Все это угнетало Тану сильнее, чем она призналась бы ему; она понимала, что Джин всегда хотела выйти замуж за Артура, но почему-то и это тоже подавляло ее. Такой законченный средний класс, скучный и буржуазный, говорила она себе, но по-настоящему ее беспокоило то, что Джин до сих пор смотрела на Артура снизу вверх, несмотря на все то дерьмо, что ей пришлось получить от него за долгие годы. Но когда она поделилась чувствами с Гарри, он с раздражением сказал:
– Знаешь, Тэн, ты становишься радикальной, и это чертовски скучно.
– А ты никогда не задумывался над тем, что в тебе много консервативного? – Взгляд ее стал жестким.
– Возможно, но ничего плохого в этом нет. Есть вещи, в которые я верю, Тэн, не радикальные, не левые, не революционные, но просто настоящие, хорошие.
– Я думаю, что ты несешь ахинею, – ее слова звучали с необычной страстностью, но они уже не раз спорили по поводу Вьетнама. – Как, черт побери, ты можешь оправдывать то, что эти олухи там натворили? – Она вскочила, а он уставился на нее. Странная тишина повисла в комнате.
– Потому что я был одним из них. Вот почему.
– Ты не один из них, ты был просто пешкой, неужели ты не видишь этого, придурок? Они использовали тебя в войне, которую мы не должны были развязывать, против страны, где мы не должны были находиться.

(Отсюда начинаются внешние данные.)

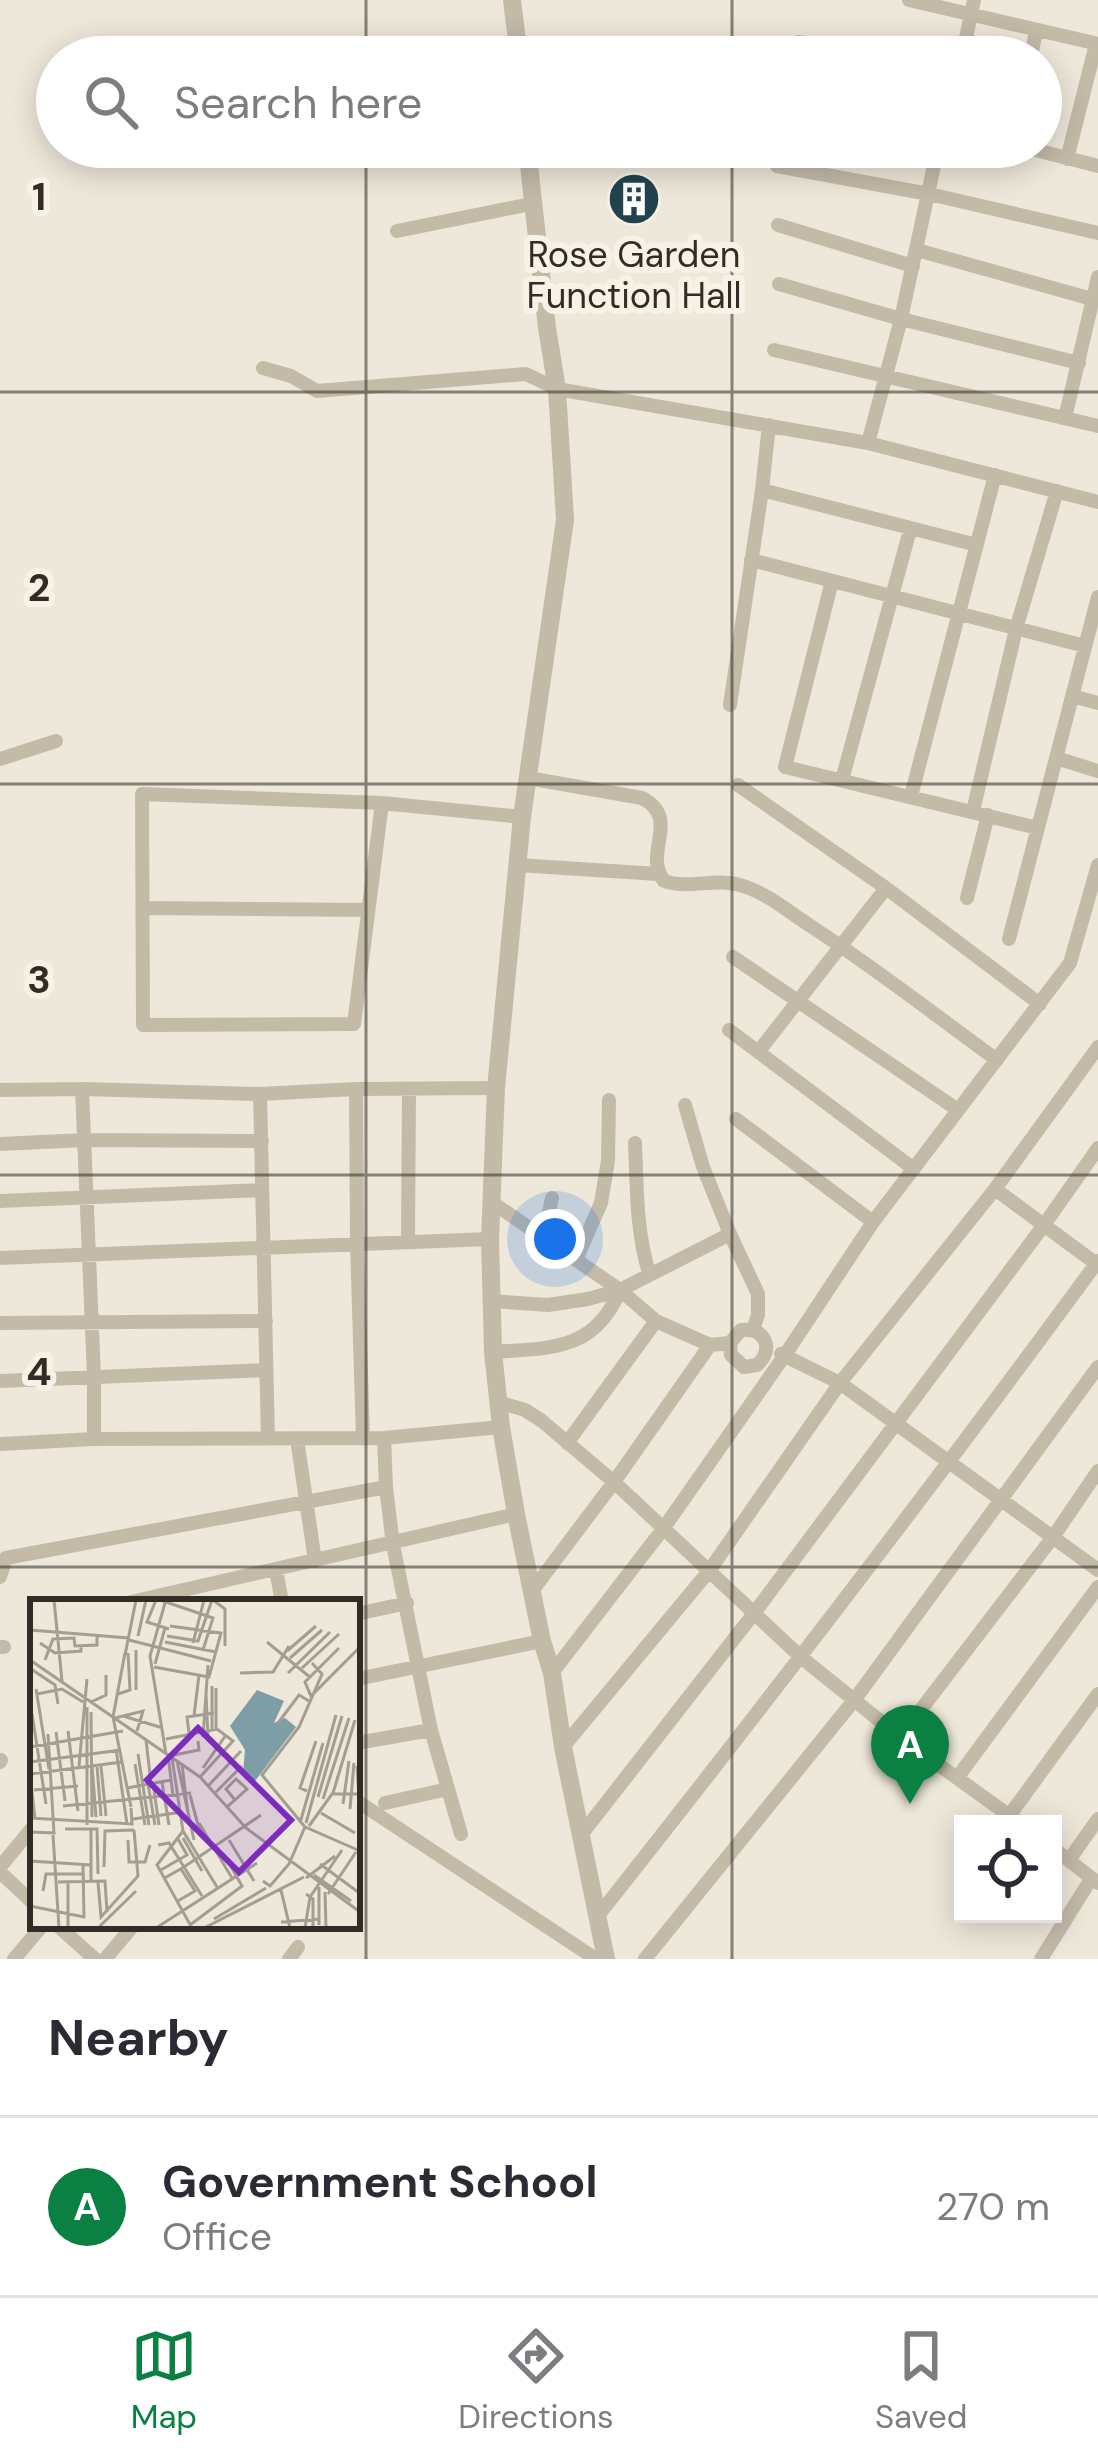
<!DOCTYPE html>
<html lang="en">
<head>
<meta charset="utf-8">
<style>
  :root { --surface:#fff; --page:#f7f7f7; --text:#2b2b33; --muted:#7c7c81; --line:#e1e1e2; --accent:#0b8043 }
  body { margin:0; font-family:"DM Sans",sans-serif; background:var(--page); color:var(--text) }
  .controls { position:absolute; right:36px; bottom:36px; display:grid; overflow:hidden; border-radius:0px; box-shadow:0 6px 30px #0003 }
  .controls button { width:108px; height:108px; display:grid; place-items:center; padding:0; border:0; border-bottom:3px solid var(--line); background:var(--surface); color:var(--text); font:60px sans-serif }
  .you { position:absolute; left:555px; top:1239px; width:42px; height:42px; margin:-30px; border:9px solid #fff; border-radius:50%; background:#1a73e8; box-shadow:0 0 0 18px #1a73e833 }
  .badge { display:grid; place-items:center; width:78px; height:78px; border-radius:50%; background:var(--accent); color:#fff; font-size:39px; font-weight:700 }
  .pin { position:absolute; translate:-50% -99px; filter:drop-shadow(0 3px 6px #0008) }
  .pin::after { content:''; position:absolute; top:63px; width:42px; height:36px; background:inherit; clip-path:polygon(0 0,100% 0,50% 100%) }
  .list { margin:0; padding:0; list-style:none }
  h2 { display:flex; justify-content:space-between; align-items:center; height:156px; margin:0; padding:0 48px; font-size:51px }
  h2 small { font-size:39px; font-weight:400; color:var(--muted) }
  .list li { display:grid; grid-template-columns:78px 1fr auto; gap:36px; align-items:center; box-sizing:border-box; height:180px; padding:0 48px; border-top:3px solid var(--line) }
  .list b { display:block; font-size:45px; white-space:nowrap }
  .list p { margin:0; font-size:39px; white-space:nowrap; color:var(--muted) }
  .list em { font-size:39px; font-style:normal; color:var(--muted) }
  .icon { flex:none; width:66px; height:66px; fill:none; stroke:currentColor; stroke-width:2; stroke-linecap:round; stroke-linejoin:round }
  .map { position:relative; flex:none; width:1098px; height:1959px; overflow:hidden }
  .search { position:absolute; background:var(--surface); box-shadow:0 6px 30px #0003; left:36px; right:36px; top:36px; height:132px; display:flex; align-items:center; gap:30px; box-sizing:border-box; padding:0 42px; border-radius:66px; color:var(--muted); font-size:45px }
  .sheet { height:336px; background:var(--surface) }
  nav { display:flex; justify-content:space-around; align-items:center; box-sizing:border-box; height:168px; border-top:3px solid var(--line); background:var(--surface); font-size:33px; color:var(--muted) }
  nav a { display:grid; justify-items:center; gap:6px }
  nav .on { color:var(--accent) }
  .map>svg:first-child { display:block }
  .lines { fill:none; stroke-linecap:round; stroke-linejoin:round }
  .minor { stroke:#c4baa8; stroke-width:14 }
  .tertiary { stroke:#c4baa8; stroke-width:18 }
  .grid { fill:none; stroke:#322c27; stroke-width:3; stroke-opacity:0.55 }
  .labels { text-anchor:middle; stroke-width:12; stroke-linejoin:round; paint-order:stroke }
  .poi-label { font-size:36px; fill:#322c27; stroke:#f6f2e6 }
  .inset-road { fill:none; stroke:#a39d92; stroke-width:3 }
  .view { fill:#7b2cbf; fill-opacity:0.15; stroke:#7b2cbf; stroke-width:6 }
  .inset-edge { fill:none; stroke:#322c27; stroke-width:6 }
  .grid-label { font-size:39px; text-anchor:middle; font-weight:bold; fill:#322c27; stroke:#f6f2e6; stroke-width:12; stroke-linejoin:round; paint-order:stroke }
</style>
</head>
<body>
<div class="map">
<svg width="1098" height="1959" viewBox="0 0 1098 1959">
  <rect width="100%" height="100%" fill="#eee8da"/>
  <g class="lines">
    <path class="minor" d="M 909,0 L 1098,44
      M 799,42 L 873,57
      M 962,57 L 974,0
      M 1031,57 L 1036,31
      M 1024,147 L 1098,166
      M 1067,159 L 1096,44
      M 777,166 L 929,194 L 1098,233
      M 778,225 L 913,266
      M 397,231 L 531,204
      M 917,250 L 1092,299
      M 779,284 L 901,319 L 1079,363
      M 774,350 L 1098,426
      M 263,368 L 291,376 L 317,391 L 526,374 L 557,389 L 868,443 L 1098,502
      M 1065,418 L 1098,277
      M 868,443 L 901,319 L 938,147
      M 762,490 L 977,545
      M 751,560 L 1085,646
      M 832,581 L 785,767 L 1038,828
      M 1072,696 L 1098,703
      M 730,705 L 762,490 L 769,425
      M 1056,758 L 1098,771
      M 0,759 L 56,741
      M 528,778 L 642,798 C 682,819 642,852 664,881 C 690,890 720,876 746,887 C 769,895 789,912 809,925 C 874,967 935,1015 997,1060
      M 842,780 L 910,530
      M 738,785 L 886,888 L 1040,1004
      M 911,796 L 995,475
      M 382,803 L 354,1024 L 143,1025 L 142,794 L 382,803 L 522,817
      M 973,811 L 1016,629 L 1057,491
      M 517,865 L 658,874
      M 967,898 L 988,815
      M 144,908 L 368,910
      M 1009,939 L 1098,597
      M 733,957 L 958,1110
      M 729,1030 L 914,1169
      M 759,1051 L 886,888
      M 82,1089 L 94,1377 L 94,1439
      M 356,1089 L 357,1243 L 363,1438
      M 0,1090 L 82,1089 L 260,1094 L 356,1089 L 496,1088
      M 260,1094 L 268,1438
      M 685,1105 L 703,1167 L 730,1234 L 758,1294 L 758,1315 L 753,1329
      M 736,1119 L 873,1222
      M 635,1143 C 637,1187 636,1230 649,1273
      M 0,1144 L 85,1140 L 262,1141
      M 995,1189 L 1098,1265
      M 0,1201 L 261,1190
      M 490,1201 L 620,1290 L 656,1321 L 710,1345 L 730,1343 L 741,1330 C 765,1327 775,1349 757,1365 L 744,1367 L 731,1355 L 730,1343
      M 544,1235 L 552,1198
      M 408,1242 L 409,1089
      M 0,1258 L 490,1239
      M 576,1260 L 601,1203 L 608,1161 L 609,1100
      M 492,1301 L 548,1305 L 588,1299 L 620,1290 L 730,1234
      M 0,1323 L 266,1321
      M 493,1352 C 551,1348 595,1351 620,1290
      M 781,1354 L 840,1383 L 1098,1570
      M 0,1381 L 266,1370
      M 498,1402 L 525,1410 L 542,1421 L 614,1482 L 802,1658 L 900,1737 L 1021,1824
      M 384,1438 L 386,1487 L 393,1545 L 431,1730 L 461,1834
      M 297,1439 L 315,1561
      M 567,1443 L 656,1321
      M 0,1444 L 94,1439 L 384,1438 L 501,1427
      M 276,1570 L 282,1602
      M 0,1577 L 6,1558 L 386,1487
      M 532,1591 L 614,1482 L 710,1345
      M 131,1602 L 516,1514
      M 357,1614 L 407,1603
      M 0,1647 L 4,1647
      M 552,1673 L 663,1529 L 785,1355 L 873,1222 L 1070,963 L 1098,865
      M 357,1679 L 542,1641
      M 900,1737 L 1053,1537 L 1098,1471
      M 357,1743 L 431,1730
      M 563,1747 L 709,1571 L 840,1383 L 995,1189 L 1098,1047
      M 0,1762 L 1,1760
      M 957,1778 L 1098,1587
      M 357,1801 L 596,1959
      M 385,1803 L 448,1789
      M 1009,1816 L 1098,1694
      M 581,1835 L 755,1612 L 1044,1225 L 1098,1148
      M 1053,1848 L 1098,1883
      M 1069,1860 L 1098,1819
      M 0,1867 L 33,1827
      M 0,1872 L 33,1903
      M 597,1917 C 768,1701 935,1483 1098,1261
      M 58,1926 L 95,1959
      M 14,1959 L 42,1926
      M 105,1959 L 133,1926
      M 289,1959 L 298,1947
      M 645,1959 L 855,1699 L 1098,1367
      M 1041,1959 L 1091,1879"/>
    <path class="tertiary" d="M 512,0 L 519,57
      M 527,147 L 547,328 L 557,389 L 565,520 L 522,817 L 496,1088 L 490,1239 L 493,1352 L 501,1427 L 516,1514 L 542,1641 L 552,1673 L 563,1747 L 606,1959"/>
  </g>
  <path class="grid" d="M 366,0 L 366,57M 732,0 L 732,57M 366,147 L 366,1959M 732,147 L 732,1959M 0,392 L 1098,392M 0,784 L 1098,784M 0,1175 L 1098,1175M 0,1567 L 1098,1567"/>
  <defs>
    <g id="building-disc" transform="scale(2.7)"><circle r="9.5" fill="#22434e" stroke="#f6f2e6"/><path d="M-4-6H4V6H1V3H-1V6H-4ZM-2.5-4.3h1.7v1.8h-1.7ZM.8-4.3h1.7v1.8H.8ZM-2.5-1h1.7V.8h-1.7ZM.8-1h1.7V.8H.8Z" fill="#fff"/></g>
  </defs>
  <g fill-rule="evenodd">
    <use href="#building-disc" x="634" y="199"/>
  </g>
  <g class="labels">
    <g class="poi-label">
      <text x="634" y="267">Rose Garden<tspan x="634" dy="41">Function Hall</tspan></text>
    </g>
  </g>
  <g transform="translate(30 1599)">
    <rect width="330" height="330" fill="#eee8da"/>
    <path d="M 227,91 L 254,102 L 244,124 L 255,119 L 266,128 L 225,182 L 213,174 L 215,151 L 200,127 Z" fill="#7d9da7"/>
    <path class="inset-road" d="M 24,1 L 32,82M 126,1 L 117,23 L 139,30M 130,1 L 183,19 L 173,51M 183,1 L 195,10 L 195,47M 135,4 L 120,57 L 136,155M 0,31 L 99,39M 108,37 L 116,1M 137,37 L 168,42 L 182,1M 99,41 L 181,62M 135,43 L 186,53M 237,43 L 281,79M 10,44 L 25,54 L 51,52 L 51,46M 163,44 L 174,1M 309,49 L 275,83 L 281,97 L 330,48M 257,52 L 286,27M 95,54 L 83,118 L 101,208M 95,56 L 106,1M 260,59 L 292,31M 0,61 L 170,178 L 216,229 L 330,313M 15,61 L 23,40 L 44,39 L 45,47 L 67,46 L 67,38M 125,65 L 135,29M 124,68 L 179,78 L 191,34 L 140,27M 272,69 L 309,35M 1,70 L 25,86 L 28,105M 210,74 L 243,73 L 259,47M 258,74 L 300,33M 186,89 L 186,130M 6,90 L 19,170M 106,91 L 106,51M 176,94 L 178,138M 7,95 L 32,90 L 53,103M 88,95 L 100,91 L 98,54M 61,103 L 76,96 L 76,76M 57,108 L 57,226M 61,113 L 62,218M 2,115 L 16,205M 93,117 L 133,129M 164,117 L 169,76M 85,119 L 113,112 L 107,132M 248,124 L 269,96 L 279,102M 182,131 L 182,87M 38,132 L 48,212M 26,133 L 35,202M 159,134 L 157,118 L 184,114M 173,138 L 178,66M 136,140 L 187,130 L 203,142 L 170,178M 116,141 L 121,184M 0,148 L 93,132M 86,150 L 97,225M 108,155 L 119,226M 138,156 L 143,196M 139,157 L 169,151 L 168,142M 142,159 L 153,232 L 187,288M 147,162 L 164,241M 0,163 L 91,151M 105,165 L 115,226M 152,165 L 158,215M 49,167 L 57,80M 62,167 L 66,218M 67,167 L 71,217M 71,167 L 76,217M 327,167 L 330,215M 173,169 L 196,136M 0,175 L 92,163M 0,176 L 5,220M 132,183 L 139,226M 123,184 L 129,226M 118,185 L 125,226M 179,186 L 211,152M 97,189 L 141,181M 4,191 L 48,187M 277,192 L 270,189 L 286,142M 186,193 L 212,167M 303,194 L 325,121M 160,196 L 171,237M 288,198 L 312,117M 293,200 L 319,119M 313,205 L 319,162M 33,207 L 161,194M 198,207 L 205,201 L 217,190 L 206,180 L 196,190 L 205,201M 320,210 L 324,164M 291,214 L 325,234M 0,219 L 102,225 L 101,209M 103,220 L 153,213M 169,224 L 202,279M 270,224 L 293,144M 276,224 L 306,116M 279,227 L 302,195 L 330,195M 275,228 L 232,176 L 269,128 L 292,75 L 282,64M 35,230 L 67,230 L 68,275M 153,232 L 127,266 L 162,329M 0,233 L 24,234 L 18,135M 23,236 L 29,329M 153,239 L 172,272M 98,241 L 99,263 L 115,263 L 120,246M 199,241 L 224,282M 128,246 L 139,244 L 154,268 L 231,216M 0,262 L 61,266M 290,265 L 328,293M 74,268 L 75,232 L 104,231M 129,272 L 157,256 L 148,240M 284,276 L 321,302M 276,279 L 305,257M 133,280 L 154,268 L 172,297M 233,282 L 240,287 L 259,265 L 275,228 L 330,252M 28,283 L 75,282 L 77,313M 38,283 L 38,329M 61,283 L 61,230M 68,283 L 71,318 L 108,277 L 104,231M 289,288 L 289,326M 251,291 L 260,329M 13,292 L 16,275 L 53,275M 295,293 L 296,329M 276,295 L 283,300 L 283,329M 298,295 L 326,253M 146,303 L 165,292 L 151,270M 0,307 L 54,318 L 53,266M 184,320 L 236,289M 251,323 L 289,320M 160,326 L 212,287 L 200,266M 68,329 L 106,292M 126,329 L 227,264M 174,329 L 274,278M 275,329 L 280,298 L 312,251"/>
    <path class="view" d="M 168,129 L 261,221 L 209,273 L 117,181 Z"/>
    <rect width="330" height="330" class="inset-edge"/>
  </g>
  <g class="grid-label">
    <text x="39" y="210">1</text>
    <text x="39" y="601">2</text>
    <text x="39" y="993">3</text>
    <text x="39" y="1385">4</text>
  </g>
</svg>
<div class="controls">
<button><svg class="icon" aria-label="locate" viewBox="0 0 24 24"><circle cx="12" cy="12" r="6"/><path d="M12 2v4M12 18v4M2 12h4M18 12h4"/></svg></button>
</div>
<div class="you"></div>
<div class="pin badge" style="left:910px;top:1804px">A</div>
<div class="search"><svg class="icon" aria-label="search" viewBox="0 0 24 24"><circle cx="10" cy="10" r="6"/><path d="M15 15l6 6"/></svg>Search here</div>
</div>
<section class="sheet">
<h2>Nearby<small></small></h2>
<ul class="list">
<li><span class="badge">A</span><div><b>Government School</b><p>Office</p></div><em>270 m</em></li>
</ul>
</section>
<nav>
<a class="on"><svg class="icon" aria-label="map" viewBox="0 0 24 24"><path d="M3 6l6-2 6 2 6-2v14l-6 2-6-2-6 2zM9 4v14M15 6v14"/></svg>Map</a>
<a><svg class="icon" aria-label="directions" viewBox="0 0 24 24"><path d="M12 3l9 9-9 9-9-9zM9 14v-3h6M13 9l2 2-2 2"/></svg>Directions</a>
<a><svg class="icon" aria-label="saved" viewBox="0 0 24 24"><path d="M7 4h10v16l-5-4-5 4z"/></svg>Saved</a>
</nav>
</body>
</html>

Глядя на нее, он произнес с ледяным спокойствием:
– Может быть, я думаю, что должны были.
– Как ты можешь вообще говорить такие глупости? Посмотри, что случилось с тобой!
– В этом-то все и дело. – Он подался вперед и смотрел так, будто хотел задушить ее. – Если бы я не защищал это… если бы я не верил в то, что нужен там, тогда, черт возьми, что хорошего во всем этом? – Слезы выступили у него на глазах, но он продолжал: – Что все это значит, будь оно проклято, Тэн… За что я отдал им свои ноги, если я не верю им? Ну, скажи! – Вопли его разносились по всему коридору. – Я должен был верить им, разве нет? Потому что, если бы я им не верил, если бы я верил в то, что говоришь ты, тогда все это фарс. С таким же успехом я мог бы попасть под поезд в Де Мойне… – Он отвернулся от нее и зарыдал. Тана чувствовала себя ужасно. Потом он в ярости повернулся к ней и заорал: – Убирайся к черту из моей комнаты, ты, бездушная радикальная сука!